Write out each line of the entries below that holds the word "family".

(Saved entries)
::::::

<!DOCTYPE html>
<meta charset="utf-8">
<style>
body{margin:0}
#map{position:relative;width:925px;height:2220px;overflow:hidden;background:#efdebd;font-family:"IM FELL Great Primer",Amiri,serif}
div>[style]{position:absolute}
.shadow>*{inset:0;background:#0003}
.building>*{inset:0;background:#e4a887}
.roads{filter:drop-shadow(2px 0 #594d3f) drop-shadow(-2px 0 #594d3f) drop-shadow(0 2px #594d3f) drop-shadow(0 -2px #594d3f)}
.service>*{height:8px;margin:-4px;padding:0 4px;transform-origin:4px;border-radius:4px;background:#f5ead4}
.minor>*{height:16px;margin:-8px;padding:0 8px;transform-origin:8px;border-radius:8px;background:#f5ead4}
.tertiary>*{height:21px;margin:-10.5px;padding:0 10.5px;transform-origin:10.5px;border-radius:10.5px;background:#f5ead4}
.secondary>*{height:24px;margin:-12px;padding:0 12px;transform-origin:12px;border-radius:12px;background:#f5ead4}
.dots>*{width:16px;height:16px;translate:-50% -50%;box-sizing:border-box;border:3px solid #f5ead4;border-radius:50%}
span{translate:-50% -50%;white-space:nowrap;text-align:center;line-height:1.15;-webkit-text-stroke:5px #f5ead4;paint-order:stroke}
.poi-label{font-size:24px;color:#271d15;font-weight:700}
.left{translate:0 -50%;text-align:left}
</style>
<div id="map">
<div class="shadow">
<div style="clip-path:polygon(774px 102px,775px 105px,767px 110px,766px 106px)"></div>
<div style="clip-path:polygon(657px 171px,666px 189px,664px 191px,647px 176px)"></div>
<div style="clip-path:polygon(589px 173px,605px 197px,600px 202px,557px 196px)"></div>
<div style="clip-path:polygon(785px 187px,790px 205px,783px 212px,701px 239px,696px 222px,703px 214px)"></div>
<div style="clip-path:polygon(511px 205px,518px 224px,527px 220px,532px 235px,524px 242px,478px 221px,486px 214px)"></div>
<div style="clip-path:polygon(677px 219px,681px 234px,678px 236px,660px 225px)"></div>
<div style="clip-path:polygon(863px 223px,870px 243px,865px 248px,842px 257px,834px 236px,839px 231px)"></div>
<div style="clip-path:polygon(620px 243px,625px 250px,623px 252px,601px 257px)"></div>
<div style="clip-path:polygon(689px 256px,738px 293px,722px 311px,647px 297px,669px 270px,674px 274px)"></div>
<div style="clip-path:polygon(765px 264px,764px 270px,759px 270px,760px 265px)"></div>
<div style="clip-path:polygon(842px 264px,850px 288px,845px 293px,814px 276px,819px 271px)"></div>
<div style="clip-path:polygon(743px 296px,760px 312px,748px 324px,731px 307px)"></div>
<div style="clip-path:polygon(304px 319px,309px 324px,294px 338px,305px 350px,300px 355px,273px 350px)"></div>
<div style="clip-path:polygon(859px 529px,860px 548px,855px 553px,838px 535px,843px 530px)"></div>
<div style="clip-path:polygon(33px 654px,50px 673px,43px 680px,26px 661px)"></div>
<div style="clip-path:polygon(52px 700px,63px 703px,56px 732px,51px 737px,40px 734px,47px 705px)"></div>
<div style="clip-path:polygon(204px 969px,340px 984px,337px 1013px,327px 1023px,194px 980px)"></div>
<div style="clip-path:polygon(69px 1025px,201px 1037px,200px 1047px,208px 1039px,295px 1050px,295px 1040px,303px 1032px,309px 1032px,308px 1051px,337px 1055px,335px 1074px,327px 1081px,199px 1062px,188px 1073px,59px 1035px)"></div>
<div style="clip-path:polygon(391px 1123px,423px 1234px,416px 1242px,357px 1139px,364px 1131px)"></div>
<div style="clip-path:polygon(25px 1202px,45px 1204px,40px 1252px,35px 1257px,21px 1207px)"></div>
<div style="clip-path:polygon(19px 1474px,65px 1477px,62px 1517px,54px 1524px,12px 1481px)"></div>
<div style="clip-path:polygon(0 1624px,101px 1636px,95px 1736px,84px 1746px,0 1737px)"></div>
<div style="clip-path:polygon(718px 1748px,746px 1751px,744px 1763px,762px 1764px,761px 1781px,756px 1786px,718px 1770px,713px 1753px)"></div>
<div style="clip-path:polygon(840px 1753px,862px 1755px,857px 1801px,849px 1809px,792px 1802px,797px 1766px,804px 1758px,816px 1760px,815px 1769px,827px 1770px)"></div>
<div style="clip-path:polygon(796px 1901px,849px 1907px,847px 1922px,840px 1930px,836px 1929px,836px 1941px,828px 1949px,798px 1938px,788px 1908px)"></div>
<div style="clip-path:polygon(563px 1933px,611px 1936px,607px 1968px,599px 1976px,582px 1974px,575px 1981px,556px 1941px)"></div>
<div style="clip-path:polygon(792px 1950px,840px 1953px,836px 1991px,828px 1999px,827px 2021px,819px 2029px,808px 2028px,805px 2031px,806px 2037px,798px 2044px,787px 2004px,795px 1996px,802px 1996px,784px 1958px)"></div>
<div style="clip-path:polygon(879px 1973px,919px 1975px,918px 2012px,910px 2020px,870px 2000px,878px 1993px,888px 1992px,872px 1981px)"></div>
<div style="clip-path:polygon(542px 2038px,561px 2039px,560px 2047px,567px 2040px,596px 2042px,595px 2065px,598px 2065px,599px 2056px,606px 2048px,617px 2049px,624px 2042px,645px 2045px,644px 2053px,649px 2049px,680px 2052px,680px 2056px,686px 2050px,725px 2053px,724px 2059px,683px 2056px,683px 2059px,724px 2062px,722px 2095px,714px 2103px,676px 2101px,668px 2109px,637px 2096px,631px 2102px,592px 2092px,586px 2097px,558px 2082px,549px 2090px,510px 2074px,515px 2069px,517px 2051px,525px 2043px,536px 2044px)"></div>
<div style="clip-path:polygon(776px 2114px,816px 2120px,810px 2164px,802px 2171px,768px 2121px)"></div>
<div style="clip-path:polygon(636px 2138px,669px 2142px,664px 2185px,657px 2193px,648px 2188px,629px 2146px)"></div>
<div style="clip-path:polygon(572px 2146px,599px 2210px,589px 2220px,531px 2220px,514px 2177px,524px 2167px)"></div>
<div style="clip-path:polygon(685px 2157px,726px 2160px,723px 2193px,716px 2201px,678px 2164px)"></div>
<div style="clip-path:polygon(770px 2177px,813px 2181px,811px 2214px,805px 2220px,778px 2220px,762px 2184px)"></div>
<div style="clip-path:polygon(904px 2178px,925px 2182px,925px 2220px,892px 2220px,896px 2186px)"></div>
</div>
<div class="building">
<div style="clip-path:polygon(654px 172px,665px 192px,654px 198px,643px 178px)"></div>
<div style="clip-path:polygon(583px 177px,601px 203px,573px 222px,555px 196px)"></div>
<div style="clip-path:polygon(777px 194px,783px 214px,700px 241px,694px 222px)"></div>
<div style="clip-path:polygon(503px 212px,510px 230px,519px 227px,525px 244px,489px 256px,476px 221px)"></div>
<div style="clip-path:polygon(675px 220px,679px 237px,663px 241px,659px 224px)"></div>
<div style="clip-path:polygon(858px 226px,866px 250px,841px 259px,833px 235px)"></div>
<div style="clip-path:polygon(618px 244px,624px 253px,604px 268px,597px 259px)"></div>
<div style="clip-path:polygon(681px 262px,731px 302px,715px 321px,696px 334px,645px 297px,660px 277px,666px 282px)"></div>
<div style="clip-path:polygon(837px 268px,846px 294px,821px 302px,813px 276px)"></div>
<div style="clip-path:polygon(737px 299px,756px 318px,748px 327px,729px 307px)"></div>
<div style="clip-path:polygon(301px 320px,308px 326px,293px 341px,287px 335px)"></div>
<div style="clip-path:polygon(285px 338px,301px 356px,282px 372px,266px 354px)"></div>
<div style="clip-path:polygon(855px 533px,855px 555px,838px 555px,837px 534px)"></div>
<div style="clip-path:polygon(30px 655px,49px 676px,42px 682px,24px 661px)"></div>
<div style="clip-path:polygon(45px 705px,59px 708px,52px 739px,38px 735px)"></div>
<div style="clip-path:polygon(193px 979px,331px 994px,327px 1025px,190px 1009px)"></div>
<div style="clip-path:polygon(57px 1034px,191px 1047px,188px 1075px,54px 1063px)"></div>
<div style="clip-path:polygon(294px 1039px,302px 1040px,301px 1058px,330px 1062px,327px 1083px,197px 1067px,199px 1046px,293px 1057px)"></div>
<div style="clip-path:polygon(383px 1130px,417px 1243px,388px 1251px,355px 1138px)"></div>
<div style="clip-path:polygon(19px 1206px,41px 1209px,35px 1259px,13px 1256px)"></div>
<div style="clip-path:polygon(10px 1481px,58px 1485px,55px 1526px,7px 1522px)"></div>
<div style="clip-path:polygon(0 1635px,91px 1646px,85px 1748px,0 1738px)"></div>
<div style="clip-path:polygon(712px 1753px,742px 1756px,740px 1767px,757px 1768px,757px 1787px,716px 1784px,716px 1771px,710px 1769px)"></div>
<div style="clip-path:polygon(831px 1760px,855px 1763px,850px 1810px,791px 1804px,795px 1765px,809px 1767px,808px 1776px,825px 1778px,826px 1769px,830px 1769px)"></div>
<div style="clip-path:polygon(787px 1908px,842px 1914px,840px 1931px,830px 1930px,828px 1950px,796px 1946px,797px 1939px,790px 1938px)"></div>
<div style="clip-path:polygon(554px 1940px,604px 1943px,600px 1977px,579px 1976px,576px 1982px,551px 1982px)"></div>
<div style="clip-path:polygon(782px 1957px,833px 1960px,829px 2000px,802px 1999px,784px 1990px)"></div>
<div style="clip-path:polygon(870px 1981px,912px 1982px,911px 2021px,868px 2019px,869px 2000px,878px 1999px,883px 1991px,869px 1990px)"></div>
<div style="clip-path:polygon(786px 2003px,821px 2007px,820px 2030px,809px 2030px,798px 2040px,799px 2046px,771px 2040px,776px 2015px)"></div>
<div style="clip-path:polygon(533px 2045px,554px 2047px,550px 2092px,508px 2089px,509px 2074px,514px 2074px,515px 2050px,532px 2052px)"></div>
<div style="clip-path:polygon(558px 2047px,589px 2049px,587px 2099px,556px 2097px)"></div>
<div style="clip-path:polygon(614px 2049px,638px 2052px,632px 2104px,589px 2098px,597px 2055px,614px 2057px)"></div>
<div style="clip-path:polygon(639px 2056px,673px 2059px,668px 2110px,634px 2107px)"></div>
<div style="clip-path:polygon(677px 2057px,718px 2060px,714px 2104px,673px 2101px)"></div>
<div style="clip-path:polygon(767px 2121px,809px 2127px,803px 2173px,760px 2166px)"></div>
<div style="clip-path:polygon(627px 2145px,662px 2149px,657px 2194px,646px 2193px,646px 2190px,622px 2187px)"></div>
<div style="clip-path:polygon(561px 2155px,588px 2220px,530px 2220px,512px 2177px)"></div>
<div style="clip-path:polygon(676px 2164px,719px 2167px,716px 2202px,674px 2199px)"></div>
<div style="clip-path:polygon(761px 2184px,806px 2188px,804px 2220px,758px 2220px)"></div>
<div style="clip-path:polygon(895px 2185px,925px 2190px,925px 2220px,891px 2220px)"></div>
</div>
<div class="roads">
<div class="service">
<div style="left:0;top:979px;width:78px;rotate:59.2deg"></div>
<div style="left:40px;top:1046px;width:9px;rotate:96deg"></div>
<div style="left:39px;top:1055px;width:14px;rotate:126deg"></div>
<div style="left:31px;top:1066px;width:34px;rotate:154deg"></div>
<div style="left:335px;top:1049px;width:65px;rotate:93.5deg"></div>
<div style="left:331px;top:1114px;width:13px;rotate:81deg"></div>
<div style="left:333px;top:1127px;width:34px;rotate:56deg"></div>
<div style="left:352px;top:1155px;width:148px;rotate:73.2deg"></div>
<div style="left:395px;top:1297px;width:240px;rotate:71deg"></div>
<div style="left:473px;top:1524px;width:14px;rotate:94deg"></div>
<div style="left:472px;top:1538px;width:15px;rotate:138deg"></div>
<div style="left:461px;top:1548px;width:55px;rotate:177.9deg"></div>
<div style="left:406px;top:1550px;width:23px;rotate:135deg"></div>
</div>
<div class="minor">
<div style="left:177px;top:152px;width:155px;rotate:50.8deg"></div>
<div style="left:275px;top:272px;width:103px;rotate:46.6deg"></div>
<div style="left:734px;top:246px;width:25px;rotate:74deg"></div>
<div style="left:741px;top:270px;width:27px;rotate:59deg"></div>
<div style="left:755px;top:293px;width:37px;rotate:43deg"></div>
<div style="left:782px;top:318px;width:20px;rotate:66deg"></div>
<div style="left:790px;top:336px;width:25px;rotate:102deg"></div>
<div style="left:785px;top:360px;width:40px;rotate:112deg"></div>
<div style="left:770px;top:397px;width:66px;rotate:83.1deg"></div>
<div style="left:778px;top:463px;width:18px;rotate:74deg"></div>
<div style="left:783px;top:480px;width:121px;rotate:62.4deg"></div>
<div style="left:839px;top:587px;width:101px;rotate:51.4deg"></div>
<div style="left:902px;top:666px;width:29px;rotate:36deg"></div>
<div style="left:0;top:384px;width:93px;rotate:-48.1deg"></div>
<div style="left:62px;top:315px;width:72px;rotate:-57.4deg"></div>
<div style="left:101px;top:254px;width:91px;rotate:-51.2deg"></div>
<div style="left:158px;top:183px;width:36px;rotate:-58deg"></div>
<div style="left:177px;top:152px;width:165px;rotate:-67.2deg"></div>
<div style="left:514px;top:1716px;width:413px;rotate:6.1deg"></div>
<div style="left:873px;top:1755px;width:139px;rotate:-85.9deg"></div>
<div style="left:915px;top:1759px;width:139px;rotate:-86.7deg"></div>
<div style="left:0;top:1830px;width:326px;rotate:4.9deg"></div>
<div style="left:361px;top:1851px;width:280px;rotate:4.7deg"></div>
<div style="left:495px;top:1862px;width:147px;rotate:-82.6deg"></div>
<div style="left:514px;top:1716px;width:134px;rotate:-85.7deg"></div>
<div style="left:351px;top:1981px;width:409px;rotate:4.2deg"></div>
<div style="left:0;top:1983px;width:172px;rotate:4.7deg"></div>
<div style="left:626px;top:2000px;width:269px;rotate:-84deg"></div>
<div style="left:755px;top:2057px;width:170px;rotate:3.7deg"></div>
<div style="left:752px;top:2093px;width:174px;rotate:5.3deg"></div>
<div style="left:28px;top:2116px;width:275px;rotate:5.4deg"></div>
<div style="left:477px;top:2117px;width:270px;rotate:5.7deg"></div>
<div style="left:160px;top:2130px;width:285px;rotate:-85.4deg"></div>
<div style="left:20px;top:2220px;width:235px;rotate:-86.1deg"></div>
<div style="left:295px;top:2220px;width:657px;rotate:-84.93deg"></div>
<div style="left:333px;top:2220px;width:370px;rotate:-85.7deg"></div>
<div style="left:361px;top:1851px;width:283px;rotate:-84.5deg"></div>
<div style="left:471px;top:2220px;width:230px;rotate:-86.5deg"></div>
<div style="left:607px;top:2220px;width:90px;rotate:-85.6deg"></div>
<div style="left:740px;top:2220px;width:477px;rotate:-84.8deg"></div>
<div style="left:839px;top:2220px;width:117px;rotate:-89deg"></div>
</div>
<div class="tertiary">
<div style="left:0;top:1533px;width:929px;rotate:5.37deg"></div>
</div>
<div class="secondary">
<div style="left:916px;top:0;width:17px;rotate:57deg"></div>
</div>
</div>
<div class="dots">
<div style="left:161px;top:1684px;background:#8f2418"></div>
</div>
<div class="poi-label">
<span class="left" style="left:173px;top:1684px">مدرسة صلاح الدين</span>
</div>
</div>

::::::

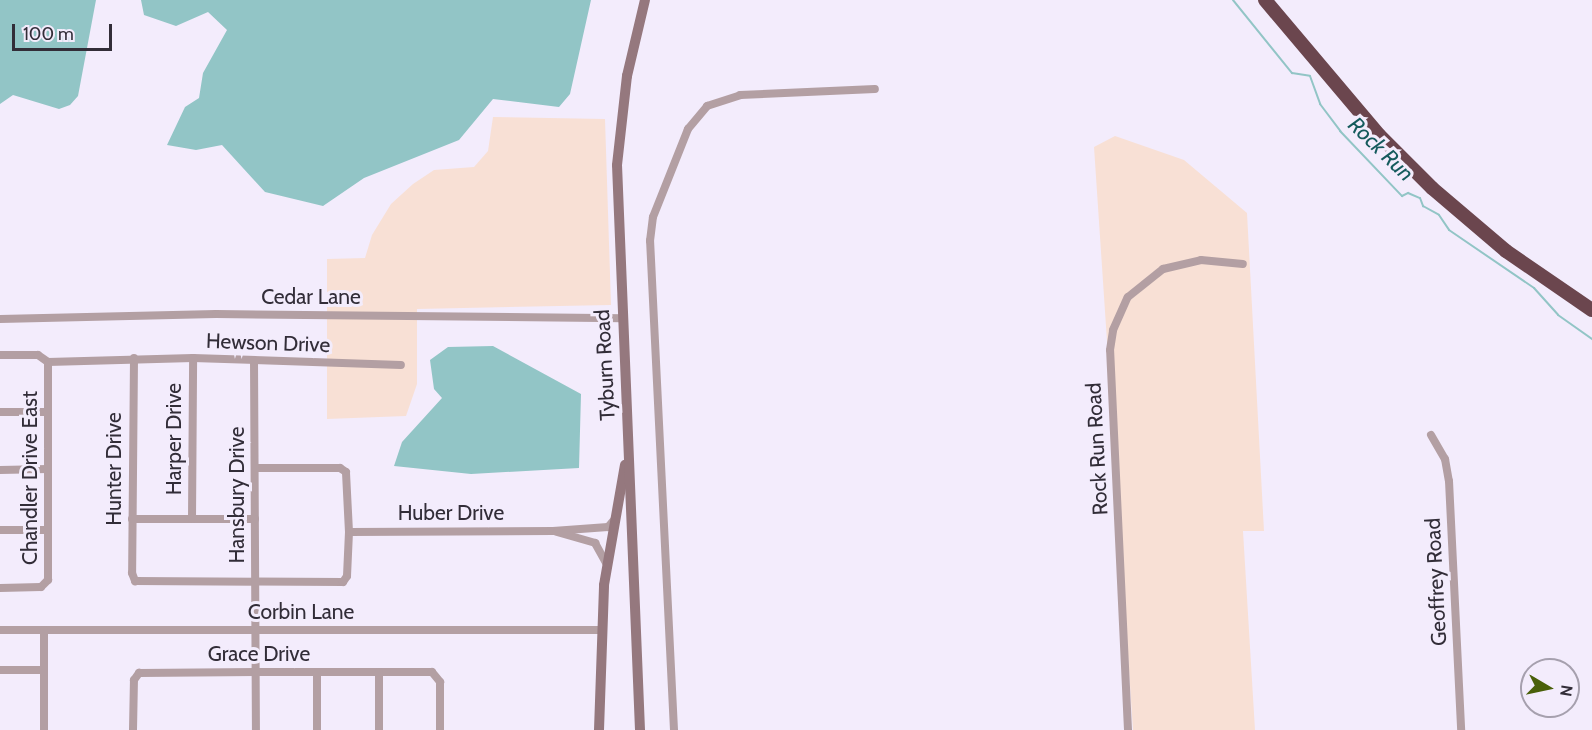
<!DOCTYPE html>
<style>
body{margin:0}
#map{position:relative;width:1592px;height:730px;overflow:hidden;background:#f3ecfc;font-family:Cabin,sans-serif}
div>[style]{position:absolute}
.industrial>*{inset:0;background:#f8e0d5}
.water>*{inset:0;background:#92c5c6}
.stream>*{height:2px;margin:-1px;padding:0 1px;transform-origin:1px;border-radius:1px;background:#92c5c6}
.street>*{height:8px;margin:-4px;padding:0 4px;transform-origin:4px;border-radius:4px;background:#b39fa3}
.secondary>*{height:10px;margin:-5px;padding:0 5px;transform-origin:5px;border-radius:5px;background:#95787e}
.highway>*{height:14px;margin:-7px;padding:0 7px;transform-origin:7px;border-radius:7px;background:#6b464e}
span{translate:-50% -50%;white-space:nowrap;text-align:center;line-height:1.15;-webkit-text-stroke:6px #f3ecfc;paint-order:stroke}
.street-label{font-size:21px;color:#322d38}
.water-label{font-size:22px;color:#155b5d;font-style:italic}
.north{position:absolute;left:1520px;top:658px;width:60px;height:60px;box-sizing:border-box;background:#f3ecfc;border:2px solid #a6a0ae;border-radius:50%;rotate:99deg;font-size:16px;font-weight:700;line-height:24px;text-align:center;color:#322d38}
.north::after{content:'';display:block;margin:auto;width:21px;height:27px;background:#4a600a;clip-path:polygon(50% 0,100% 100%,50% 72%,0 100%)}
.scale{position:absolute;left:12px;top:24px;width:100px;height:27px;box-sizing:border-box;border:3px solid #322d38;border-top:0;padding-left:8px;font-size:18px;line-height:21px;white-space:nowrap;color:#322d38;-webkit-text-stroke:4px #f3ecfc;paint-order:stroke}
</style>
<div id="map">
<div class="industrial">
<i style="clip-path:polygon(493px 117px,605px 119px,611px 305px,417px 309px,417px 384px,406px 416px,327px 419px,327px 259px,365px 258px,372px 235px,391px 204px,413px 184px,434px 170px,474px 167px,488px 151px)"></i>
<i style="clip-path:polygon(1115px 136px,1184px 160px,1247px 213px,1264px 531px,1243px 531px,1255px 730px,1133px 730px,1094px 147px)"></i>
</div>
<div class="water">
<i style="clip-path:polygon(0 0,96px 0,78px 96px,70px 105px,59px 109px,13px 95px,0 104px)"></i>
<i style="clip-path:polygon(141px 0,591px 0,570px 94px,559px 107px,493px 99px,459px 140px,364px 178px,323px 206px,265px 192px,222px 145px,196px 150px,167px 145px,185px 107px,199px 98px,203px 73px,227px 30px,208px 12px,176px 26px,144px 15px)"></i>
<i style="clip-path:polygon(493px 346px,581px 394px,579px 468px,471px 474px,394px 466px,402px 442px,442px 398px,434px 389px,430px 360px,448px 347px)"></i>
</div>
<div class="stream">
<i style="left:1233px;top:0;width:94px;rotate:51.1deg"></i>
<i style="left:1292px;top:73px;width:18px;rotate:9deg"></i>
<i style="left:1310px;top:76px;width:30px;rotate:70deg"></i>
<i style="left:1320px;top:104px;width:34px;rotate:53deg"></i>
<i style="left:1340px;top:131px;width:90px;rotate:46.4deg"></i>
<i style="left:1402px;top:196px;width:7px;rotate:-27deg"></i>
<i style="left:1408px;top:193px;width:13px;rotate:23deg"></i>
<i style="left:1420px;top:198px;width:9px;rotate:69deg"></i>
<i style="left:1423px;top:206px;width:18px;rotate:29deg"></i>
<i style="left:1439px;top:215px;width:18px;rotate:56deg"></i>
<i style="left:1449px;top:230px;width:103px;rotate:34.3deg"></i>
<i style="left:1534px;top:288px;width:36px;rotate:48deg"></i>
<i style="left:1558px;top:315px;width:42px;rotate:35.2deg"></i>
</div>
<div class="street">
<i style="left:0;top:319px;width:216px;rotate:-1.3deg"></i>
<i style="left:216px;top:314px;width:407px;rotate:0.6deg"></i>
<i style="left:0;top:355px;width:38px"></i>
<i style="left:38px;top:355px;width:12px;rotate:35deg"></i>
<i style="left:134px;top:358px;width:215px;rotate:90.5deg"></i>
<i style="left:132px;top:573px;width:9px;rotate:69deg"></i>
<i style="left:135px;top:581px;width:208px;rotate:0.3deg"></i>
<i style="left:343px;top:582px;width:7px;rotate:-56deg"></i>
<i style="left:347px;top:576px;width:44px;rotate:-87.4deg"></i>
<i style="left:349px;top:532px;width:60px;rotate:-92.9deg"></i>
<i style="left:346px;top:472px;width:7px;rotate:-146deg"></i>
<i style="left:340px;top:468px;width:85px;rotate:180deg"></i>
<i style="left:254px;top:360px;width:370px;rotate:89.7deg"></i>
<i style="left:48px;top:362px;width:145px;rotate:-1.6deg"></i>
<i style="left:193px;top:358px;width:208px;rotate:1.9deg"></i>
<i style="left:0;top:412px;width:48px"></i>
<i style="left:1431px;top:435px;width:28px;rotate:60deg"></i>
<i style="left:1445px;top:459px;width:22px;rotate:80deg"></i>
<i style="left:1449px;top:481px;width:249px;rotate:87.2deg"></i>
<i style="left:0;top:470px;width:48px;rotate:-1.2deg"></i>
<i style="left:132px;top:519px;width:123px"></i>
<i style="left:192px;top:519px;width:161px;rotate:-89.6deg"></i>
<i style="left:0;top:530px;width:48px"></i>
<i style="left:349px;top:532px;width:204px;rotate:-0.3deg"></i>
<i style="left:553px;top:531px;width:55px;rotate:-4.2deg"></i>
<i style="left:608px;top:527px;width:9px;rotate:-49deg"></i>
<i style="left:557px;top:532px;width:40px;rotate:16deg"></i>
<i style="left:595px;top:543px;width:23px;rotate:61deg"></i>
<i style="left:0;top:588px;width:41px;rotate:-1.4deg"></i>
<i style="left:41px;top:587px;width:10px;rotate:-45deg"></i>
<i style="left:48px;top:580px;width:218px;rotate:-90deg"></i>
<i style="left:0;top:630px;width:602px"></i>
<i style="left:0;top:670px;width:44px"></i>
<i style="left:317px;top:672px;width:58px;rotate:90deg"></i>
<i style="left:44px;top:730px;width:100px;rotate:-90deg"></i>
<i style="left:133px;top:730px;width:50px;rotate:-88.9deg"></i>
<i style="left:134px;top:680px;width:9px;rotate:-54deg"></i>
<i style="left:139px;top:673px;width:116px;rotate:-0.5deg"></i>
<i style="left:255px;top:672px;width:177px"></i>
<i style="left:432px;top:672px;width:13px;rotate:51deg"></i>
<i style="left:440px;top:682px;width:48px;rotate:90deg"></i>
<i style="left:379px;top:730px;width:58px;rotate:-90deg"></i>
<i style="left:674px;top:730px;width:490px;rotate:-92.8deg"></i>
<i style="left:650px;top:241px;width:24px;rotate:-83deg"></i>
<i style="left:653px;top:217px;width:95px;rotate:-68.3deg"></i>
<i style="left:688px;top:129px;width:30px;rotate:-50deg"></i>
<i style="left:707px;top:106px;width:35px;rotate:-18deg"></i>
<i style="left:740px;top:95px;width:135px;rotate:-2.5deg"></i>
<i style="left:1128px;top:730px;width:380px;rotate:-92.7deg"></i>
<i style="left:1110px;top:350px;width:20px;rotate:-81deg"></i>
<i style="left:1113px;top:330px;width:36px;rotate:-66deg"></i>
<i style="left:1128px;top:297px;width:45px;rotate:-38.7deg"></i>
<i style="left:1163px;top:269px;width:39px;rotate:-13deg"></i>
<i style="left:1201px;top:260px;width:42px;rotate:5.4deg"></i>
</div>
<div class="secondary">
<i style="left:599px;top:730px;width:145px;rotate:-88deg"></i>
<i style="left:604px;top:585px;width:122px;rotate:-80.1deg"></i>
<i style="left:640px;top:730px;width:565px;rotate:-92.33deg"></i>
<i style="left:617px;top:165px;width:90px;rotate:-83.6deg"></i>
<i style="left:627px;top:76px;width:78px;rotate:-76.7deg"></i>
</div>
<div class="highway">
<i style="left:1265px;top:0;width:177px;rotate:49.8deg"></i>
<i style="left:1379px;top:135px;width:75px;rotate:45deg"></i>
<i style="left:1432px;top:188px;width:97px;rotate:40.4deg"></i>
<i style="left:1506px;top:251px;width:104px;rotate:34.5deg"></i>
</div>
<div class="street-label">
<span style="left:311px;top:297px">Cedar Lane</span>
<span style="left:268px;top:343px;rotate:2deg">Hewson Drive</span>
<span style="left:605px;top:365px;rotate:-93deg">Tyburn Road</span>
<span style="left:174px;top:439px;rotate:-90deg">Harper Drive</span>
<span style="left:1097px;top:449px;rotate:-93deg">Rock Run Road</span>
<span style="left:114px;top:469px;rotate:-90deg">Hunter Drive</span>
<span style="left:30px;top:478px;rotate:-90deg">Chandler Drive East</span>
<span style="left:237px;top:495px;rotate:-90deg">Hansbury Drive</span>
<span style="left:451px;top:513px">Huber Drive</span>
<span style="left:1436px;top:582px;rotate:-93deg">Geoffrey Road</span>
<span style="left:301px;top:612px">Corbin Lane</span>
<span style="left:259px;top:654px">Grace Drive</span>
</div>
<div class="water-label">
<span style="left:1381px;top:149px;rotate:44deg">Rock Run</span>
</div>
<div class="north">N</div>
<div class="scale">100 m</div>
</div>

::::::

**Exercise result**
#map{position:relative;width:925px;height:2220px;overflow:hidden;background:#efdebd;font-family:"IM FELL Great Primer",Amiri,serif}
#map{position:relative;width:1592px;height:730px;overflow:hidden;background:#f3ecfc;font-family:Cabin,sans-serif}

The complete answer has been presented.